In the listing, some lines may hold the string "limit"; report how many do, as a bare number.

*****

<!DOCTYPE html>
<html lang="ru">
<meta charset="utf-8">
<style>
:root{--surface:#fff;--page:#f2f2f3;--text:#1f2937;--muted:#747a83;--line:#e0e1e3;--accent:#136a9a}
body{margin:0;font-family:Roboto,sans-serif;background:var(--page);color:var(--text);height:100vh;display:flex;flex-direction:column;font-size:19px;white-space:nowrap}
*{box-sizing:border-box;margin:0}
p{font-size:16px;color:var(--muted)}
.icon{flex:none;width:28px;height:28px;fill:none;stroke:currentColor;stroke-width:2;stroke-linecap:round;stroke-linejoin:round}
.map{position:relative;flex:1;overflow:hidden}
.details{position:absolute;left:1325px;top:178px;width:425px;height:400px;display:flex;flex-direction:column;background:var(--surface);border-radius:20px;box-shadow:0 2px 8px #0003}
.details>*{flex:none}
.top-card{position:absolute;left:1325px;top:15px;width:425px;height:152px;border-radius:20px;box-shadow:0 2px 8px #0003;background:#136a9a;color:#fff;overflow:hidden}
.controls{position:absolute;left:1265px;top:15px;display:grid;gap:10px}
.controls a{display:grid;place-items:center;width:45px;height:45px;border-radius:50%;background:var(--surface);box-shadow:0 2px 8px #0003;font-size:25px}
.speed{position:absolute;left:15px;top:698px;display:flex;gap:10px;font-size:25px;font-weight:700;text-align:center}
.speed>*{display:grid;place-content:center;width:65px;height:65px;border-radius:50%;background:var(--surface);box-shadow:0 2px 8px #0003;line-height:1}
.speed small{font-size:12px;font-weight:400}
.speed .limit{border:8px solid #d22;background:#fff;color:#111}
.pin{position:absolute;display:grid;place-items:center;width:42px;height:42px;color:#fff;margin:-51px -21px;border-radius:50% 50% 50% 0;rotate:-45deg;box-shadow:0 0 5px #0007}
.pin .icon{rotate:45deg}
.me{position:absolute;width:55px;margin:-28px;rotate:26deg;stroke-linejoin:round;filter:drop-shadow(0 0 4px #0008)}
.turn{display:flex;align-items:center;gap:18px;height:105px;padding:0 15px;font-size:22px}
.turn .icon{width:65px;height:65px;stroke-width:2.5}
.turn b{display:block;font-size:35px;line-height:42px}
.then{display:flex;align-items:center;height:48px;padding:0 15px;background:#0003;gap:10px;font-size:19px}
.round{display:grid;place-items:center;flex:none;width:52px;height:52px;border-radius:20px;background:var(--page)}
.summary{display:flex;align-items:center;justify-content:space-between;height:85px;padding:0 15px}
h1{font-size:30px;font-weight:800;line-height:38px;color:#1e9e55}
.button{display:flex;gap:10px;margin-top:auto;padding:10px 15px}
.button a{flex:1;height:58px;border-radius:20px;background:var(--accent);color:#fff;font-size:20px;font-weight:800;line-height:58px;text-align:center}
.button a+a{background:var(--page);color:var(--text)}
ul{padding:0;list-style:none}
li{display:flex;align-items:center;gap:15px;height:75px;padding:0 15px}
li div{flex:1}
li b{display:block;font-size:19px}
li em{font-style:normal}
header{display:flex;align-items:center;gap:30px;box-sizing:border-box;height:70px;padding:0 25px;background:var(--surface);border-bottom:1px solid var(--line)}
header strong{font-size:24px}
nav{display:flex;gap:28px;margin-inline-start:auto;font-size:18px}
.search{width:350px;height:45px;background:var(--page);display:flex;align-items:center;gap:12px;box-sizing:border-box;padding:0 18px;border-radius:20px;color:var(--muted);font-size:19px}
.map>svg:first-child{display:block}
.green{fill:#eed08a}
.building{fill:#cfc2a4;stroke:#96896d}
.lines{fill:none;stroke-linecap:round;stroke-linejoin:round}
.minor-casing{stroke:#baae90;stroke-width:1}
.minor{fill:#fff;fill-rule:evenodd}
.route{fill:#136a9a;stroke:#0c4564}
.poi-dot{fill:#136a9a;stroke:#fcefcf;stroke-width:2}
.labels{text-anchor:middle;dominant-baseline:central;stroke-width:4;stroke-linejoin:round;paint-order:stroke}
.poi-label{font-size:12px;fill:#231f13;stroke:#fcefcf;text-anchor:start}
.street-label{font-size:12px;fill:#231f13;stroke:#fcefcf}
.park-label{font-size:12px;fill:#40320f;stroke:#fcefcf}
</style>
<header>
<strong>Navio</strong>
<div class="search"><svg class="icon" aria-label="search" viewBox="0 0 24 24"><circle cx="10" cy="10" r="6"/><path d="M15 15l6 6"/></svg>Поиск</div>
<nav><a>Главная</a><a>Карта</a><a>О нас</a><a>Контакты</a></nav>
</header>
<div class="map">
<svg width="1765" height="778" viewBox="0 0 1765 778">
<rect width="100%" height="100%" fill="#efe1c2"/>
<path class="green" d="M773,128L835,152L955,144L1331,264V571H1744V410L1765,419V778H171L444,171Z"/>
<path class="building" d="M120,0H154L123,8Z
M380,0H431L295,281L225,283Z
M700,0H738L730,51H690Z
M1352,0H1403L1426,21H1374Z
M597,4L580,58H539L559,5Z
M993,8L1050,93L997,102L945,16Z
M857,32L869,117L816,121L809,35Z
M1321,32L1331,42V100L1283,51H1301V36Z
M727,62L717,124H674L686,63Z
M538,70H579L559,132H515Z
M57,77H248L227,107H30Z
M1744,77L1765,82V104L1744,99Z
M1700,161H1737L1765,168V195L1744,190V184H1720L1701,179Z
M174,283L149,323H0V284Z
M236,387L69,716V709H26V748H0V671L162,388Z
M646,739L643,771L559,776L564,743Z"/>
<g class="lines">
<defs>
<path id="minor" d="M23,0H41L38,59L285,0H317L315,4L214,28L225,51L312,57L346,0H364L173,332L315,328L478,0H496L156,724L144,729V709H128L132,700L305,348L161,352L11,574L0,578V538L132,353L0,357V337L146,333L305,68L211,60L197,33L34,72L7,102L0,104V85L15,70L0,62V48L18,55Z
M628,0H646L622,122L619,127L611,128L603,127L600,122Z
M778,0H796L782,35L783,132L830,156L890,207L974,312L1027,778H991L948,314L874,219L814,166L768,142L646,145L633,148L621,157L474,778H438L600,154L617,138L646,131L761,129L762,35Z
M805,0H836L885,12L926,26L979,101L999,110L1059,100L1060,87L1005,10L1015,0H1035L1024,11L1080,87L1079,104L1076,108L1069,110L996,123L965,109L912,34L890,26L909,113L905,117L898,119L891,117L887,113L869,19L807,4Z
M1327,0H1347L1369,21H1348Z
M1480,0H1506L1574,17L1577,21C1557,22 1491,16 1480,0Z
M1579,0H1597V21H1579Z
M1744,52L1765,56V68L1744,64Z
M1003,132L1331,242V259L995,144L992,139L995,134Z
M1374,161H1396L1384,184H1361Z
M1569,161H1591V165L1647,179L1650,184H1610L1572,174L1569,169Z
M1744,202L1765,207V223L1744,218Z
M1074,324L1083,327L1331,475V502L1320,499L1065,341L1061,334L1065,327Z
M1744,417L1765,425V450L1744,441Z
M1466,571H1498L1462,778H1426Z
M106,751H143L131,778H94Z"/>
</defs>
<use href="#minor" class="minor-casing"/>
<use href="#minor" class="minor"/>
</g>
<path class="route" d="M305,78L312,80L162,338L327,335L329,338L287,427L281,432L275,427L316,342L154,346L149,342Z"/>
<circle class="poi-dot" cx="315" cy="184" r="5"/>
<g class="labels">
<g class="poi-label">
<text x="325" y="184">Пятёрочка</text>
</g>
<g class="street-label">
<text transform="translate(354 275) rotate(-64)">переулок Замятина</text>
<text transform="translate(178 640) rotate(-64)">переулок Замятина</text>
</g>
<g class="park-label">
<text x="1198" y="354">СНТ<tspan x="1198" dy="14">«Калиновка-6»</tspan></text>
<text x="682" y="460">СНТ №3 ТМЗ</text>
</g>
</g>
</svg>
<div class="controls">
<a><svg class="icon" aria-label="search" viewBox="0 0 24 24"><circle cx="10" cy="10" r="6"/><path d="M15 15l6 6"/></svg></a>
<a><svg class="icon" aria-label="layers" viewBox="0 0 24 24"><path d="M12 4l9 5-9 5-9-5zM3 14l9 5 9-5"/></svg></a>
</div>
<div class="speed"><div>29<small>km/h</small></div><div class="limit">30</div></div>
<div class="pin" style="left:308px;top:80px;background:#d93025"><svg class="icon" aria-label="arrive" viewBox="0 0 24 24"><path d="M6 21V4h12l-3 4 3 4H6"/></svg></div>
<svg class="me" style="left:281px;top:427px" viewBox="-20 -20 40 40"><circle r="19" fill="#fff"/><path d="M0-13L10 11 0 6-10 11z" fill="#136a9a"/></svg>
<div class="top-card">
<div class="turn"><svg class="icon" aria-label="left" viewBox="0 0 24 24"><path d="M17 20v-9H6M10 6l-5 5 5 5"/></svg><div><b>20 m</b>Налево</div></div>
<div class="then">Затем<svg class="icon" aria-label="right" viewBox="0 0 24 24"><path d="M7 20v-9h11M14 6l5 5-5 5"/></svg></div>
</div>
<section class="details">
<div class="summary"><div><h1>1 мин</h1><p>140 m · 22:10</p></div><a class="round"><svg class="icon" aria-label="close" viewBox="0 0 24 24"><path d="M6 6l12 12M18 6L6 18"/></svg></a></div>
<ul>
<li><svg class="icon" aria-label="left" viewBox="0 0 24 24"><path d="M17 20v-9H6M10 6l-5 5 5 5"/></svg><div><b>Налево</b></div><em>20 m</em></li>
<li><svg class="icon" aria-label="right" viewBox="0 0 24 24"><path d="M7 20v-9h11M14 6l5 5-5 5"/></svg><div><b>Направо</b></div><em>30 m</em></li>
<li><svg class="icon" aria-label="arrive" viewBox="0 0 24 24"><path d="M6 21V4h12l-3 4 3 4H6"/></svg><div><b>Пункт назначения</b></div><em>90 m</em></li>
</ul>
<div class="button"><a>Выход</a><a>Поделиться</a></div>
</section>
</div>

*****

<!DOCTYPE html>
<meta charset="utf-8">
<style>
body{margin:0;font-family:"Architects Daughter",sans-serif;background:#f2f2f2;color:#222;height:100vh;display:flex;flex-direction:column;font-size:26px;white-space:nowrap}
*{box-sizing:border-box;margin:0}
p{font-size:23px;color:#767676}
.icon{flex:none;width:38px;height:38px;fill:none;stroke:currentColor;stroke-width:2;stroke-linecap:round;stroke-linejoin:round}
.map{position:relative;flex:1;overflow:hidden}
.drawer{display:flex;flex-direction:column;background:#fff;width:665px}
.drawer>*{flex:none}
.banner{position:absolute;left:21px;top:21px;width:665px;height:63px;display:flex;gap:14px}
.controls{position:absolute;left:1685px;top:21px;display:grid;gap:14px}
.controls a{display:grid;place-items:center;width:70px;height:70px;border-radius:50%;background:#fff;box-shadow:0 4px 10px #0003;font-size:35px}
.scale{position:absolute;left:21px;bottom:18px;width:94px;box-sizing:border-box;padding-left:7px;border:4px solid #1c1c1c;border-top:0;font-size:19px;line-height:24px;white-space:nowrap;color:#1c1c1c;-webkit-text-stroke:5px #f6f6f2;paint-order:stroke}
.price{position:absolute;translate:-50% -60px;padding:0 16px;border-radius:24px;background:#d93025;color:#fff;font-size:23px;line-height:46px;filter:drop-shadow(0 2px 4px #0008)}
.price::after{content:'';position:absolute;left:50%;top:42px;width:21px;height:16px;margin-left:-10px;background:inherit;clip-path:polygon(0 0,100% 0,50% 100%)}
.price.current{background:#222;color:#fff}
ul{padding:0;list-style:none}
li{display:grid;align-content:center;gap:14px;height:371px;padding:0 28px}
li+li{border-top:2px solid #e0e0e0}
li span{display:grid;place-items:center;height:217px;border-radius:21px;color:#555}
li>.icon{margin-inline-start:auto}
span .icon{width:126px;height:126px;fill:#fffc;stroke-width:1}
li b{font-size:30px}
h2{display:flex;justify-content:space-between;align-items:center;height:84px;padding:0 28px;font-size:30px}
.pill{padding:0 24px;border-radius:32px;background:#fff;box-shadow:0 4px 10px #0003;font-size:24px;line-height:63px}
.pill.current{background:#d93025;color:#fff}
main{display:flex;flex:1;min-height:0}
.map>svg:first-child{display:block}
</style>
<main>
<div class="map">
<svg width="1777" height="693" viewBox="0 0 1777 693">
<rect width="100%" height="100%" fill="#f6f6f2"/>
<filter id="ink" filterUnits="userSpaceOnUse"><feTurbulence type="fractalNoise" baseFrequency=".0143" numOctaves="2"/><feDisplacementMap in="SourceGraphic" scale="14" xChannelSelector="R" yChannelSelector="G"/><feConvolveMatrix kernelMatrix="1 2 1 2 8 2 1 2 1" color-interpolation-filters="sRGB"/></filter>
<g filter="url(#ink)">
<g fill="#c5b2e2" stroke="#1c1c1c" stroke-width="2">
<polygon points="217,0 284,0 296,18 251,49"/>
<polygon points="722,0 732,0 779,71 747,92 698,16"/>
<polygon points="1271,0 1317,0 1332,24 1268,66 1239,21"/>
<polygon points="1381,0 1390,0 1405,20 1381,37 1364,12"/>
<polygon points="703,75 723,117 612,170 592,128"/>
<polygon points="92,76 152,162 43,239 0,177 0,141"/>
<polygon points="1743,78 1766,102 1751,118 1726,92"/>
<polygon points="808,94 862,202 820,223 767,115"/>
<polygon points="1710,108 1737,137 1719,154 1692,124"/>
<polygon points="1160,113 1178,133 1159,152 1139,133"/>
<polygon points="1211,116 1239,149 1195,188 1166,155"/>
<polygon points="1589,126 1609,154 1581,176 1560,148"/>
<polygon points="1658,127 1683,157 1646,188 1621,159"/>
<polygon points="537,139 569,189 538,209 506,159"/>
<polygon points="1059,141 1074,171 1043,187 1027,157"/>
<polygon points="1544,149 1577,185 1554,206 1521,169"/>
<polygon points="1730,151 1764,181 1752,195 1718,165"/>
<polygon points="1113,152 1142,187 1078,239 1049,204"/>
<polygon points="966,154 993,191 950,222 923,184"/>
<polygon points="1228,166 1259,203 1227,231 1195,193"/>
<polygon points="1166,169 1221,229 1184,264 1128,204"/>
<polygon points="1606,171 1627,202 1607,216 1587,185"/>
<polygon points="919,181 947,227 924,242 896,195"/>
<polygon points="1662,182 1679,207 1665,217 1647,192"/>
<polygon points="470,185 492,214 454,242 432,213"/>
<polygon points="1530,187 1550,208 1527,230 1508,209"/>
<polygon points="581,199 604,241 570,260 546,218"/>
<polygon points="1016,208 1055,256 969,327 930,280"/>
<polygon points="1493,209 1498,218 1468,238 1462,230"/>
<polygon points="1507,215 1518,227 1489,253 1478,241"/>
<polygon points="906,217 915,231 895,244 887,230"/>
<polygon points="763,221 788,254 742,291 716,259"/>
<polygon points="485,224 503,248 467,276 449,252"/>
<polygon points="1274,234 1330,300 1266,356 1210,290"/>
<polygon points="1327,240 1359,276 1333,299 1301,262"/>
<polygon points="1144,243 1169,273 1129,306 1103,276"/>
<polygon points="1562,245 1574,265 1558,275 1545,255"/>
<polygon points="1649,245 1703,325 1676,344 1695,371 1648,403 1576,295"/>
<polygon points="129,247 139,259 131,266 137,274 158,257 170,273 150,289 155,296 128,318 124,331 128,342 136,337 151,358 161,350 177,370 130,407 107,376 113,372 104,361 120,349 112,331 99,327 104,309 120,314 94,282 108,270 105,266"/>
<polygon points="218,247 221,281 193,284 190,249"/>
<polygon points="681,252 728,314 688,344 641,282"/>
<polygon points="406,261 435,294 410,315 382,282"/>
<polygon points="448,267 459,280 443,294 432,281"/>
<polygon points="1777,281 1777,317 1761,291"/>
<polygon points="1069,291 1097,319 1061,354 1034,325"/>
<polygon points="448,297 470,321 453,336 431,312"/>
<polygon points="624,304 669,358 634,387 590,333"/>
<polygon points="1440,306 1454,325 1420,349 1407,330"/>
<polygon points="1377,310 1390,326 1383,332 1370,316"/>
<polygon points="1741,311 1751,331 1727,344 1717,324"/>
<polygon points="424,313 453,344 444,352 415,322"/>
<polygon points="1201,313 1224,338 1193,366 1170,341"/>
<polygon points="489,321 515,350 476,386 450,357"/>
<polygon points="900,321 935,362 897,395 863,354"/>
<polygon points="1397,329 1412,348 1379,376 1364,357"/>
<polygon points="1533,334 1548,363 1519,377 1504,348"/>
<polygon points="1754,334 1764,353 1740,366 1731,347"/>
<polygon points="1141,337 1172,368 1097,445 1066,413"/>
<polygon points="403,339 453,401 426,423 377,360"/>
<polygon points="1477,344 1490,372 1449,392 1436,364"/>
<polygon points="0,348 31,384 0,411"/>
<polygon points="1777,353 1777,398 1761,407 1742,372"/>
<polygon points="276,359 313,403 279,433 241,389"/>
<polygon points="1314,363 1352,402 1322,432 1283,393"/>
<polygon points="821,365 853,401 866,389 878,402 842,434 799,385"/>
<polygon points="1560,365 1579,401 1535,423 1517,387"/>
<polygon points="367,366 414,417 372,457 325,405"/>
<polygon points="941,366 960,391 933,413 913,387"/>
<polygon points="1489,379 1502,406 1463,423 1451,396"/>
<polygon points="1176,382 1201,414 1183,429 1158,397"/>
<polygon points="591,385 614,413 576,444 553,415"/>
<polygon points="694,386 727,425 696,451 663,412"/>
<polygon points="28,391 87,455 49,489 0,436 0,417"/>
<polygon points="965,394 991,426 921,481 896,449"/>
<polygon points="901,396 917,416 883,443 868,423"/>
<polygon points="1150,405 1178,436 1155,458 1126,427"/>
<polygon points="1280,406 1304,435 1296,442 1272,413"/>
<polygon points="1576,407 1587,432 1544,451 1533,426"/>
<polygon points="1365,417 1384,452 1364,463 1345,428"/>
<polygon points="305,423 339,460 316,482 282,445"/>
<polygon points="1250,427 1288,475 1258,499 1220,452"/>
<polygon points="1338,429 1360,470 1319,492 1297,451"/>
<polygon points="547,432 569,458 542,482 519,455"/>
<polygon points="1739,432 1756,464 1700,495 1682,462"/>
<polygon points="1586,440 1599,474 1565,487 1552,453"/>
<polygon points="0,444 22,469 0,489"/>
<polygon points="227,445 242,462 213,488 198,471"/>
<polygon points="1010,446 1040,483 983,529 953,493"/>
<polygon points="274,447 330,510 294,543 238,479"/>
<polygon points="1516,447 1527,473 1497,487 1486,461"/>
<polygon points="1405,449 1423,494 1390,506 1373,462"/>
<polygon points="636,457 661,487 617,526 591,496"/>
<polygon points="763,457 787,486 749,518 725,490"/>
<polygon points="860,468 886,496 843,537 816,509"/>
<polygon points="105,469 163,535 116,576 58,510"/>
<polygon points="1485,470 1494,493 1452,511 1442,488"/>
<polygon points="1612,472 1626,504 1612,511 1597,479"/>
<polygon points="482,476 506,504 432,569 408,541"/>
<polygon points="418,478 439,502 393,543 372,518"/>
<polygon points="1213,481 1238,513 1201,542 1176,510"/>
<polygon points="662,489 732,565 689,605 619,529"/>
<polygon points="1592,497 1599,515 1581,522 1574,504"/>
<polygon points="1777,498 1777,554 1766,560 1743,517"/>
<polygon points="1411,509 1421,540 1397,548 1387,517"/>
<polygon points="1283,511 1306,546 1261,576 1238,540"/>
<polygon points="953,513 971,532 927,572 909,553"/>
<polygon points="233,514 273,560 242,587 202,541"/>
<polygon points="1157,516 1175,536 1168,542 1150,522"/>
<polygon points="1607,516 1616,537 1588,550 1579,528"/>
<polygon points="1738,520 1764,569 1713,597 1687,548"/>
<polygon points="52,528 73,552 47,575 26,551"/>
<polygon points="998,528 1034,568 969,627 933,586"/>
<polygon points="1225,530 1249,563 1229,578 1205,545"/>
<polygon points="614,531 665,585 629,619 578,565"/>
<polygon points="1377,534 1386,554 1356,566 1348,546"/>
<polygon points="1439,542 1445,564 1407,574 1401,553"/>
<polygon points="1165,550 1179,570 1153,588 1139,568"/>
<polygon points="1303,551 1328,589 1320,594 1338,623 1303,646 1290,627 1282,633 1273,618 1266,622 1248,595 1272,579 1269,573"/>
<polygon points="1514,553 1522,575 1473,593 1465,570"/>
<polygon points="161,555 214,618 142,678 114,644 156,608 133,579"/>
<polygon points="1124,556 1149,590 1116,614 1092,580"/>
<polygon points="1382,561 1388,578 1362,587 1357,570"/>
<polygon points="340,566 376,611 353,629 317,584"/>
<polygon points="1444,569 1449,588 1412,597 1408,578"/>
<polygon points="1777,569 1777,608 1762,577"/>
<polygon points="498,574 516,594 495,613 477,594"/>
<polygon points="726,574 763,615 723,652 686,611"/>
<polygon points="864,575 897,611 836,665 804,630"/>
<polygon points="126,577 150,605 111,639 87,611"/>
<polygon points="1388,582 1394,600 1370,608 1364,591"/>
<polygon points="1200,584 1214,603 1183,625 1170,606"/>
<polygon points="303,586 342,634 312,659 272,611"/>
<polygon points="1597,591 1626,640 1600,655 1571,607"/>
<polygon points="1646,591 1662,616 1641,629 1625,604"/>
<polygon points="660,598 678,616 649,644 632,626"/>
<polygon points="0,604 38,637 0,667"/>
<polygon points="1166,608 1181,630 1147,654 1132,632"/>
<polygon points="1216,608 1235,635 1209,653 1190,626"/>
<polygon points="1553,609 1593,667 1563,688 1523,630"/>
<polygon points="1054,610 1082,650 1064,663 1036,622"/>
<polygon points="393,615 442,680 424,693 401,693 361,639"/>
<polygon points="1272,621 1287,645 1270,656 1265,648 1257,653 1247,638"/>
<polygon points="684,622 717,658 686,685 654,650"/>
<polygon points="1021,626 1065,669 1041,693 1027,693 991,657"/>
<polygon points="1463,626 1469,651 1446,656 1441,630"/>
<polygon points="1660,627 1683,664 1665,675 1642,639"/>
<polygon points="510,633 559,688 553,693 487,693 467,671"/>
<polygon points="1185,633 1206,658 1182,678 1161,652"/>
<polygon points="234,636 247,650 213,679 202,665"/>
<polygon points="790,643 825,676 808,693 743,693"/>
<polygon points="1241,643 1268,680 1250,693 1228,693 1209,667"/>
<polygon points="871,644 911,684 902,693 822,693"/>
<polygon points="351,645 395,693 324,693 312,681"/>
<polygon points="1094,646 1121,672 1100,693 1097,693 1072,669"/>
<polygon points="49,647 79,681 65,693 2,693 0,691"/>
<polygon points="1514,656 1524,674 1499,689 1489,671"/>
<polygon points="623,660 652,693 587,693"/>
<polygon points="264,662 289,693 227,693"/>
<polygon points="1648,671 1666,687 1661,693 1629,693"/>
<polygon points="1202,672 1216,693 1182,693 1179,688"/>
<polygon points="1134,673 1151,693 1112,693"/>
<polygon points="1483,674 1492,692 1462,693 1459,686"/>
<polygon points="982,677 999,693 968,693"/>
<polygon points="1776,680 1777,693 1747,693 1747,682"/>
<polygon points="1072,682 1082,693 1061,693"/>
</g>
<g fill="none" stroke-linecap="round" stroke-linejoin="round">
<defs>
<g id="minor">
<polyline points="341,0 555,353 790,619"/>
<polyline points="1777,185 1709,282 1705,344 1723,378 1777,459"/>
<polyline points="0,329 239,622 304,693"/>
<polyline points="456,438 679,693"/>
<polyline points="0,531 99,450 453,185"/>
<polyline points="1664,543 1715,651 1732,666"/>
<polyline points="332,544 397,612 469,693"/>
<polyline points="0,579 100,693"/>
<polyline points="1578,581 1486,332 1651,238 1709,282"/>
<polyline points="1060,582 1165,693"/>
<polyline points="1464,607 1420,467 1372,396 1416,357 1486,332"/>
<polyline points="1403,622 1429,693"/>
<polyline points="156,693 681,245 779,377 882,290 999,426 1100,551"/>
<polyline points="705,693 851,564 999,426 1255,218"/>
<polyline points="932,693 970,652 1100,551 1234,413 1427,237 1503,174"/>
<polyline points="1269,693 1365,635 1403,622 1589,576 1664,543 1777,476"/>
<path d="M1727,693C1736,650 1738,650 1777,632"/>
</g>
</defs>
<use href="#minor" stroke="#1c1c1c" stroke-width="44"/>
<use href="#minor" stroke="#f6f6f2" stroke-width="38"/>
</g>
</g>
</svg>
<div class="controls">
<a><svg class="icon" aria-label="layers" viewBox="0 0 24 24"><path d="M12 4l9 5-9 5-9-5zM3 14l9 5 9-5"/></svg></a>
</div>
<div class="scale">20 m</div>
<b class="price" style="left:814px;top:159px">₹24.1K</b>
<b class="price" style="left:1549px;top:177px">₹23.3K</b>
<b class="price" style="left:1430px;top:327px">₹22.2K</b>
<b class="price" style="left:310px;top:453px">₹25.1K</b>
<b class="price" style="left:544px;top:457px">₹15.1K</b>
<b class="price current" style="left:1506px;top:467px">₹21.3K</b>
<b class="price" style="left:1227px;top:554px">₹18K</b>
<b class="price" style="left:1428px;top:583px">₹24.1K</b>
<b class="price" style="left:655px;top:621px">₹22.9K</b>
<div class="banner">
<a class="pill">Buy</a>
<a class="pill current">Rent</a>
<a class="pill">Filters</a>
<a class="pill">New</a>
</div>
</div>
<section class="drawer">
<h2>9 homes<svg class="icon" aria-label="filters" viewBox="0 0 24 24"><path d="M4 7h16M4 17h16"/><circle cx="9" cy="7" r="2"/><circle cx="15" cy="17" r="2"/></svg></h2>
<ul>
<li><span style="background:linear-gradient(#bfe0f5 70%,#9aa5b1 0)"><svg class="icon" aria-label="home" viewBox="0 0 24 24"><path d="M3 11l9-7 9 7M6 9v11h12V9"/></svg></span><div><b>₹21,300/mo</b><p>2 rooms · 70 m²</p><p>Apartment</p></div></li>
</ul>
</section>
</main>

*****

→ Answer to this task: 2